Nie miałem nigdy oryginału. Zamienniki hiflofiltro i inne z allegro przepuszczają w bardzo zapylonym terenie. Ja używam i polecam gąbkowy. Nie trzeba przeróbek. Wybebeszasz z papieru stary filtr powietrza, odcinasz z góry i dołu uszczelki. Powstaje w ten sposób stelaż do którego wkładasz gąbkowy. Od tego czasu jak mam gąbkę i widzę co się na niej osadza podczas nawet drobnych jazd terenowych, to zyskałem świadomość ile wcześniej syfu szło do silnika.. http://hondadominator.pl/viewtopic.php?t=3365

Ostatnio taki filtr widziałem u olka, mam też namiar na producenta. Ściągałem swojego czasu partię tych filtrów dla forum, bo w Polsce nie szło kupić.

Dominator ogólnie jest prosty i oprócz tych problemów, w zasadzie trzech nic więcej mi się nigdy nie działo.

1. Do cdi idzie się przygotować, zapobiec.

2. Głowicy trzeba być pewnym, znać jej przeszłość;] Pilnować temperatury i nie zapier#$@ać bez umiaru w upały. Mi wypadło rok temu gniazdo zaworowe, ale kupiłem akurat ten motocykl po ostrym zatarciu tłoka z powodu zbyt małej ilości oleju i dużej temperatury. Należało się tego spodziewać.

3. Airbox musisz uszczelnić i założyć porządny filtr. Taka fama poszła, że te silniki się zajeżdżają, bo nikt się nie spodziewał wadliwego airboxu. Sami z Elzą zajeździliśmy pierścienie w dwóch dominatorach na rajdzie i zlocie zanim się zorientowałem, że airboxy ze starości się rozszczelniają... 16 Litrów oleju poszło, ale do domu dojechaliśmy na kołach:D Dla tego teraz każdego uczulam.

Trzymam kciuki, będę Waszym zagorzałym kibicem!!

ps:

Jeszcze te zębatki przednie, to chodzi o to że oryginalne od dominatora są wąskie i wyrabiają wieloklin wałka zdawczego. Zębatki od KLR czy xr650r są szersze dużo i nie powodują tego zużycia.

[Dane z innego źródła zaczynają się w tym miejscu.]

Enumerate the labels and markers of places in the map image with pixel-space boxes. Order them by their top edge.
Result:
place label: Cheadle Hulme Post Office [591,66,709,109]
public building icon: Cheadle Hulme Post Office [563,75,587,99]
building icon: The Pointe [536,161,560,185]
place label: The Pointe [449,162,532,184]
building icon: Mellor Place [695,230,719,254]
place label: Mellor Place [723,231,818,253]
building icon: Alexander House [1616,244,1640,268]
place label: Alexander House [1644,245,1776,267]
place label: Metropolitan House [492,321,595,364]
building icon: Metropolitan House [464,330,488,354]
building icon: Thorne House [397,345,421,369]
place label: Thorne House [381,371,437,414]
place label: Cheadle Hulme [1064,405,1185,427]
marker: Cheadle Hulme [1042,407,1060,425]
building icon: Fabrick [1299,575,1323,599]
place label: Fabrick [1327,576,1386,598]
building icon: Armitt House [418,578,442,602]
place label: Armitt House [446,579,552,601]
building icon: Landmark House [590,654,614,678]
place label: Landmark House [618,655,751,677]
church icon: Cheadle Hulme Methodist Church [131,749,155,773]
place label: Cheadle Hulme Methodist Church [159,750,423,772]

Ja jeżdżę na tej od xr650r, ale niby ta od KLR jest lepsza bo lepiej się łańcuch układa do prowadnicy.
Łysy - 2019-02-23, 15:07
:
Co do negowania wyboru dominatora jako moto wyprawowego to mamy pewne doświadczenia:) I w ostatnich latach zawsze jakiś silnik kończy żywot:) A To forum widziało pełno przypadków fuckupów:) Random Fuck up Very Common :twisted:
managa - 2019-02-23, 15:15
:
Łysy napisał/a:
Co do negowania wyboru dominatora jako moto wyprawowego to mamy pewne doświadczenia:) I w ostatnich latach zawsze jakiś silnik kończy żywot:) A To forum widziało pełno przypadków fuckupów:) Random Fuck up Very Common :twisted:


Jak dbasz, tak masz :-P Ja mam Dominatora od 8lat i wszystko było ok, dopóki jedna odpadnięta rurka od airboxa nie popsuła wszystkiego :-D
zuczek 38 - 2019-02-23, 16:01
:
Chciałem coś napisać :lol: :lol: :lol: :lol:
Ale Adziad już wszystko napisał .
Moduł jak najbardziej regenerować bo kupiłem nowy na allegro i nie działa puki nie podłącze prostownika z dużym napięciem , wtedy chodzi , zgasisz i już nie zapalisz , Adziad mój też zregenerował i już dominator odpala :lol: . Co ciekawe to moduł z Transalpa z 1994 r tez pasuje i nawet jeszcze lepiej na nim zapala , tylko nie testowałem go w jeździe .
Każdy motorek jest wspaniały i niezawodny jeśli od niego dbamy . Dominator to już wiekowa maszyna i kupno dobrego równa się z cudem , wiadomo że silnik ma około 50 tys/km jest już mocno wysłużony , Każda naprawa to wsadzanie nowych lub używanych części które nie do końca odpowiadają orginałowi z lat produkcji motocykla .
Sam założyłem nowego DiD rozrządu i po około 15 tys był bardziej wysłużony niż stary po 55 tys .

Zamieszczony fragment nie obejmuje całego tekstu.